Stored items from a collection:
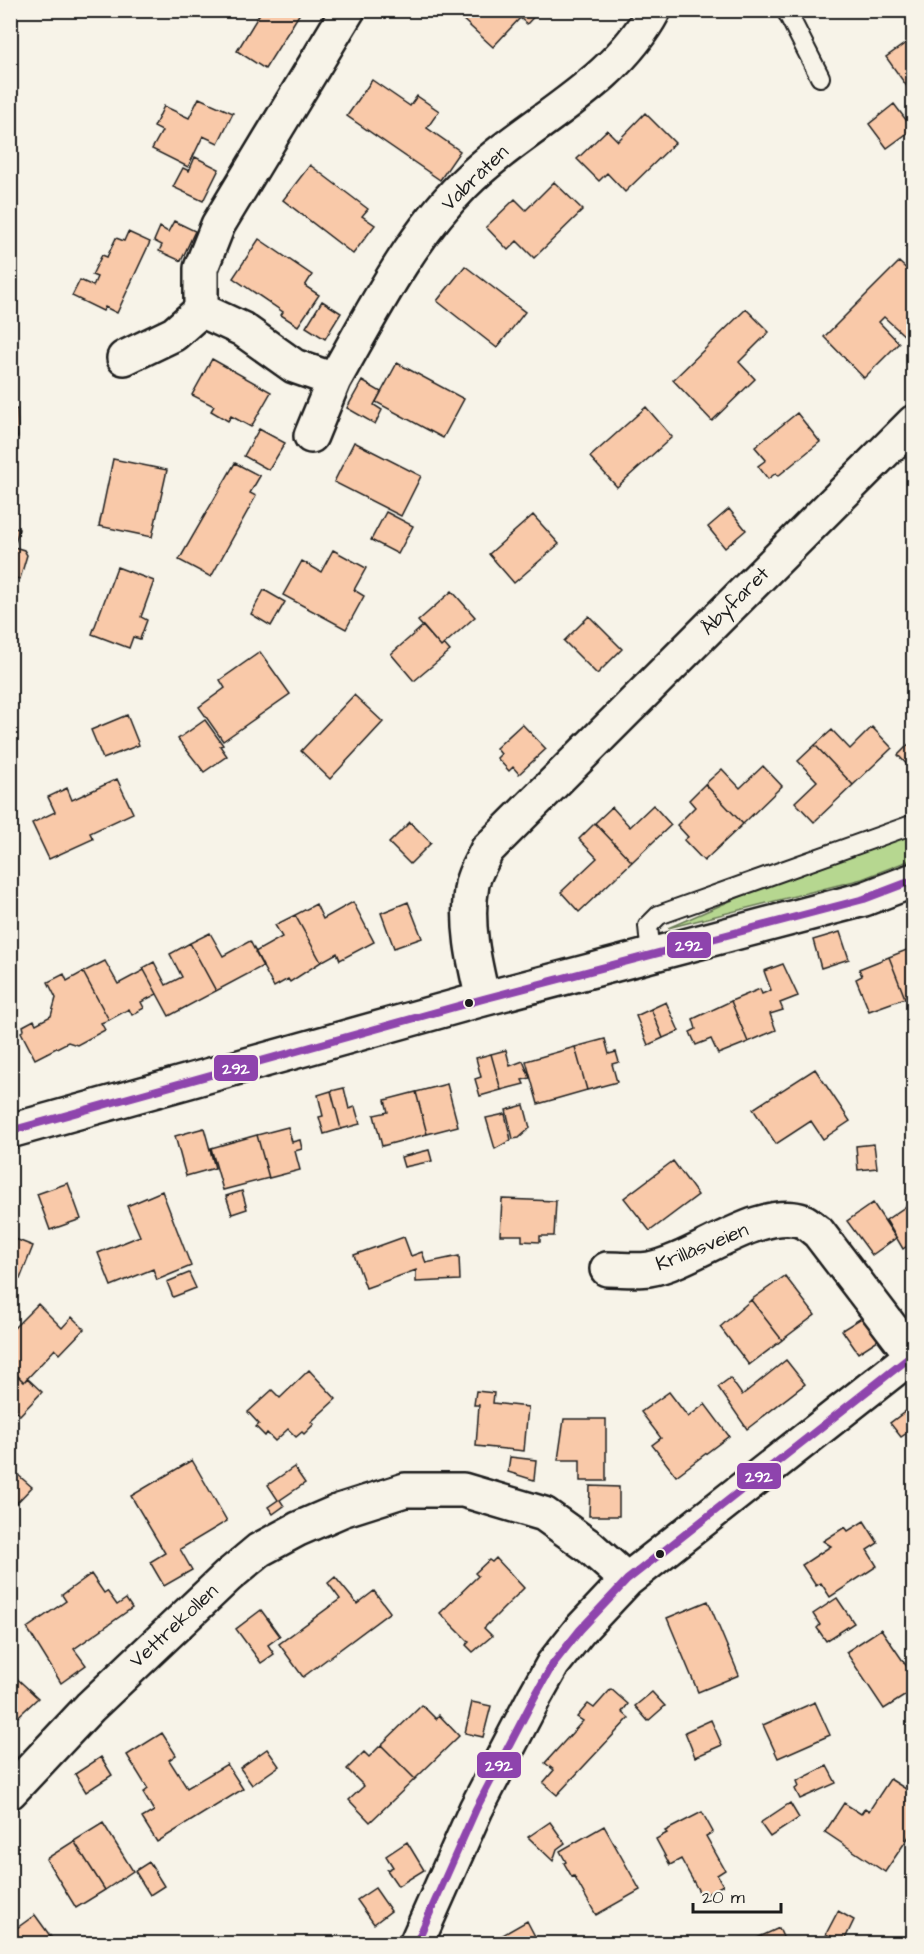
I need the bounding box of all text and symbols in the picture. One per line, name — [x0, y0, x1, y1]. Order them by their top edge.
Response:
street label: Vabråten — [435, 139, 515, 217]
street label: Åbyfaret — [694, 560, 776, 642]
line badge: 292 — [666, 931, 712, 959]
text: 292 — [674, 935, 704, 957]
unlabelled marker — [463, 997, 475, 1009]
line badge: 292 — [213, 1054, 259, 1082]
text: 292 — [221, 1058, 251, 1080]
street label: Krillåsveien — [651, 1216, 753, 1278]
line badge: 292 — [736, 1462, 782, 1490]
text: 292 — [744, 1466, 774, 1488]
unlabelled marker — [654, 1548, 666, 1560]
street label: Vettrekollen — [123, 1578, 225, 1674]
line badge: 292 — [476, 1751, 522, 1779]
text: 292 — [484, 1755, 514, 1777]
scale bar — [693, 1876, 782, 1914]
text: 20 m — [702, 1885, 745, 1910]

Your assignment:
Give back an exact reproduction of the entries, with all pictures excluded.

Written reply:
I need the bounding box of all text and symbols in the picture. One per line, name — [x0, y0, x1, y1]. Order them by their top edge.
Response:
street label: Vabråten — [435, 139, 515, 217]
street label: Åbyfaret — [694, 560, 776, 642]
line badge: 292 — [666, 931, 712, 959]
text: 292 — [674, 935, 704, 957]
unlabelled marker — [463, 997, 475, 1009]
line badge: 292 — [213, 1054, 259, 1082]
text: 292 — [221, 1058, 251, 1080]
street label: Krillåsveien — [651, 1216, 753, 1278]
line badge: 292 — [736, 1462, 782, 1490]
text: 292 — [744, 1466, 774, 1488]
unlabelled marker — [654, 1548, 666, 1560]
street label: Vettrekollen — [123, 1578, 225, 1674]
line badge: 292 — [476, 1751, 522, 1779]
text: 292 — [484, 1755, 514, 1777]
scale bar — [693, 1876, 782, 1914]
text: 20 m — [702, 1885, 745, 1910]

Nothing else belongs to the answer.